__Data excerpts__
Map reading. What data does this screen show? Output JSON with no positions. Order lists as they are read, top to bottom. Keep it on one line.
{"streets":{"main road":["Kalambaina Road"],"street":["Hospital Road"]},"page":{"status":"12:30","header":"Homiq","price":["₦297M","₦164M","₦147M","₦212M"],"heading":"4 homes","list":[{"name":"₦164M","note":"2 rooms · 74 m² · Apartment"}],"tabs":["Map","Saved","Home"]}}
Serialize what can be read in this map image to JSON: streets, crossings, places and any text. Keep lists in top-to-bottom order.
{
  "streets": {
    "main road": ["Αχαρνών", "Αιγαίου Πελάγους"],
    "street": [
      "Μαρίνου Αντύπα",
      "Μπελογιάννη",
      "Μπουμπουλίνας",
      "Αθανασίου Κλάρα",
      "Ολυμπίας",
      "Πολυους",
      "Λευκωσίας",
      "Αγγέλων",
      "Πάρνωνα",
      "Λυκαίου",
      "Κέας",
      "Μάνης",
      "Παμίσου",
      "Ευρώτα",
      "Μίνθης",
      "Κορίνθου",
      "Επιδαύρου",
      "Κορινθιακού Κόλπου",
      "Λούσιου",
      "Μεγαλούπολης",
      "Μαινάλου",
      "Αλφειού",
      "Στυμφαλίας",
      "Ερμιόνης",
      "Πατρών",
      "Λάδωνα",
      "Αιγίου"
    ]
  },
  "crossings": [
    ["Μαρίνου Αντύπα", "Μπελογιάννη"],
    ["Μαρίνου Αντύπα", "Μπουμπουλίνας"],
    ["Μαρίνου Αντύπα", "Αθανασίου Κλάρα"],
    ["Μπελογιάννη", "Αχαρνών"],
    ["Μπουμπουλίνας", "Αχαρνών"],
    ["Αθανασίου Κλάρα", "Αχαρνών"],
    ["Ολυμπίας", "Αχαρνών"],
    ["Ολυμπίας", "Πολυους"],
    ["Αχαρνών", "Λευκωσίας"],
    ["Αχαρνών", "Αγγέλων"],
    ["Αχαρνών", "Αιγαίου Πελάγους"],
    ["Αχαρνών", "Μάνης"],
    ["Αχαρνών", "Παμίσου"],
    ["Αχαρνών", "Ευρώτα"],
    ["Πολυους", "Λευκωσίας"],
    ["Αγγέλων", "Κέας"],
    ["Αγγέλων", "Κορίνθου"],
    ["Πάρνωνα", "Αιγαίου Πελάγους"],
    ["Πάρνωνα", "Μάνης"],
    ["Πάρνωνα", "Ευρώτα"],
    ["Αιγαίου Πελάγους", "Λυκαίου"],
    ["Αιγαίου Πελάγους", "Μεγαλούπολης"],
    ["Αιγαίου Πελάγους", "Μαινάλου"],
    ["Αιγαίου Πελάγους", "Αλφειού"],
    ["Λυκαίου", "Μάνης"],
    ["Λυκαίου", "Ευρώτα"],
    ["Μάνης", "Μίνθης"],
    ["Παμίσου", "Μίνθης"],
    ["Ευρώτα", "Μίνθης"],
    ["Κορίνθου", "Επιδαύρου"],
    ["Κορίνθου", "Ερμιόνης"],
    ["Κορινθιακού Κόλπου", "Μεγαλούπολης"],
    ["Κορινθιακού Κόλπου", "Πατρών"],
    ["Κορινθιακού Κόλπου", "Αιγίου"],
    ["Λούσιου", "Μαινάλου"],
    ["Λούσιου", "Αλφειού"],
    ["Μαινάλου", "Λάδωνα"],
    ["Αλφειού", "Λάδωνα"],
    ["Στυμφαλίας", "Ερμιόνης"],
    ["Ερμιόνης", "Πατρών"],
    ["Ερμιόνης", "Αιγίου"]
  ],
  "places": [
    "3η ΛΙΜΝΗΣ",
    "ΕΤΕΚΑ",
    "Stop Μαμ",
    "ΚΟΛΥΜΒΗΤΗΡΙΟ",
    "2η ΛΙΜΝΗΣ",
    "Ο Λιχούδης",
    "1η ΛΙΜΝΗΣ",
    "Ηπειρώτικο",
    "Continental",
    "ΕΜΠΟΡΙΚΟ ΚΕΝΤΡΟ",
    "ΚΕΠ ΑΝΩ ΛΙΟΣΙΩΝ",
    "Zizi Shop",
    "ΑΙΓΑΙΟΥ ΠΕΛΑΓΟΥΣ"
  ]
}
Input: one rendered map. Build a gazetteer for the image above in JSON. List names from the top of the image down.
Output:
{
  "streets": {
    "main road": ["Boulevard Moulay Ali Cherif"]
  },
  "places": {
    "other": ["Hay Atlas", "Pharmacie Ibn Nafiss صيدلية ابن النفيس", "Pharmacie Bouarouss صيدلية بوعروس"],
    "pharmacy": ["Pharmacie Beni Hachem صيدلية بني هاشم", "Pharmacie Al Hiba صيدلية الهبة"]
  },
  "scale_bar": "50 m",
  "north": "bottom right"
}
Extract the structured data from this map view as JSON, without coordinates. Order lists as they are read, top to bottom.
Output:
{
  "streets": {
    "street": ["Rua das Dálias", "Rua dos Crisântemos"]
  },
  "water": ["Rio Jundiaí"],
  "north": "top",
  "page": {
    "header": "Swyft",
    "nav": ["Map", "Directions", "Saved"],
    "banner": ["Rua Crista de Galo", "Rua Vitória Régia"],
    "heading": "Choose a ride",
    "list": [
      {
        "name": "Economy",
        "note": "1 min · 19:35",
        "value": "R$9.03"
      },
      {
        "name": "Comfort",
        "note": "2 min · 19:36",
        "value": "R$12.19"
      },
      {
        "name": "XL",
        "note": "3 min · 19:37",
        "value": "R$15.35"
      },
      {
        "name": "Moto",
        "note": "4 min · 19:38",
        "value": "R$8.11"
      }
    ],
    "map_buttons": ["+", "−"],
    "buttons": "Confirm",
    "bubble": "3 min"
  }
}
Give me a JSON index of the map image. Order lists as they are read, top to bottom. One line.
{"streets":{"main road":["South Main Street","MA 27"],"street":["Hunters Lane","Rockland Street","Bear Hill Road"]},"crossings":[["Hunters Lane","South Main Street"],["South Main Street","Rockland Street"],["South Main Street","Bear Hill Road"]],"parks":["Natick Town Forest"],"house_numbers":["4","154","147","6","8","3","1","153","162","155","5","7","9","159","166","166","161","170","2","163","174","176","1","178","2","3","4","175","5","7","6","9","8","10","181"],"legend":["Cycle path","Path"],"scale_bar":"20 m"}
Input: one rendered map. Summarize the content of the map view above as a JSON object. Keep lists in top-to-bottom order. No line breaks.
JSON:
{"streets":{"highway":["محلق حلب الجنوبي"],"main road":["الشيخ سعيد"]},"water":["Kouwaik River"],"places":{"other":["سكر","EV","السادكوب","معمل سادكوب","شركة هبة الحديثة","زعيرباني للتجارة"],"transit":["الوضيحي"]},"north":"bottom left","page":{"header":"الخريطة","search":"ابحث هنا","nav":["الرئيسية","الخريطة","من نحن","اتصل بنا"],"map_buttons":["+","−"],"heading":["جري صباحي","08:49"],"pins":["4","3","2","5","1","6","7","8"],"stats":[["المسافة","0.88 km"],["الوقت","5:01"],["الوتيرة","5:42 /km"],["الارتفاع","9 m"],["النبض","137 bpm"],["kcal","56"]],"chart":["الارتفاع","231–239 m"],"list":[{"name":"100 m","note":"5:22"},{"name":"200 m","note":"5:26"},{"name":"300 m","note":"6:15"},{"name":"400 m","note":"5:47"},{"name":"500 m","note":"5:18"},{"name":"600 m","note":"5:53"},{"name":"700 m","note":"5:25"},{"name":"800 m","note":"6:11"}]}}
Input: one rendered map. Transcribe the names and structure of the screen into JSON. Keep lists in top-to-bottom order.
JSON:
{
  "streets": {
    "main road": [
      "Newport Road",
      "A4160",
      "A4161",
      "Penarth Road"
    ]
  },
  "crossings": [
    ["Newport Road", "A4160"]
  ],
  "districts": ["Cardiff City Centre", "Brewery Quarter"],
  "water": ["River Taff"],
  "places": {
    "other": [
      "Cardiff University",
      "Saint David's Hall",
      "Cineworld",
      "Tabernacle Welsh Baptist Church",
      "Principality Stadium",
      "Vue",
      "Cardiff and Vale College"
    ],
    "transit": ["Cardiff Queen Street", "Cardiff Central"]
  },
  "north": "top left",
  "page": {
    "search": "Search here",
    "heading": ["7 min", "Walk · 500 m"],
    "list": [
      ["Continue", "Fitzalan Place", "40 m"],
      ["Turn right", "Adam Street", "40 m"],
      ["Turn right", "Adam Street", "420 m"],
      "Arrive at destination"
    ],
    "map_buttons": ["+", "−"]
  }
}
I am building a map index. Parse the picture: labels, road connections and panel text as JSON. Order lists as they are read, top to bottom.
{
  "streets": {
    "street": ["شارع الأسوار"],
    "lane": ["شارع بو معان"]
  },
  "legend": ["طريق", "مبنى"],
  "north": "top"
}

__WHAT YOU NEED TO DO__
If a line of the records above holds the word "صيدلية", show it.

__ANSWER BOX__
    "other": ["Hay Atlas", "Pharmacie Ibn Nafiss صيدلية ابن النفيس", "Pharmacie Bouarouss صيدلية بوعروس"],
    "pharmacy": ["Pharmacie Beni Hachem صيدلية بني هاشم", "Pharmacie Al Hiba صيدلية الهبة"]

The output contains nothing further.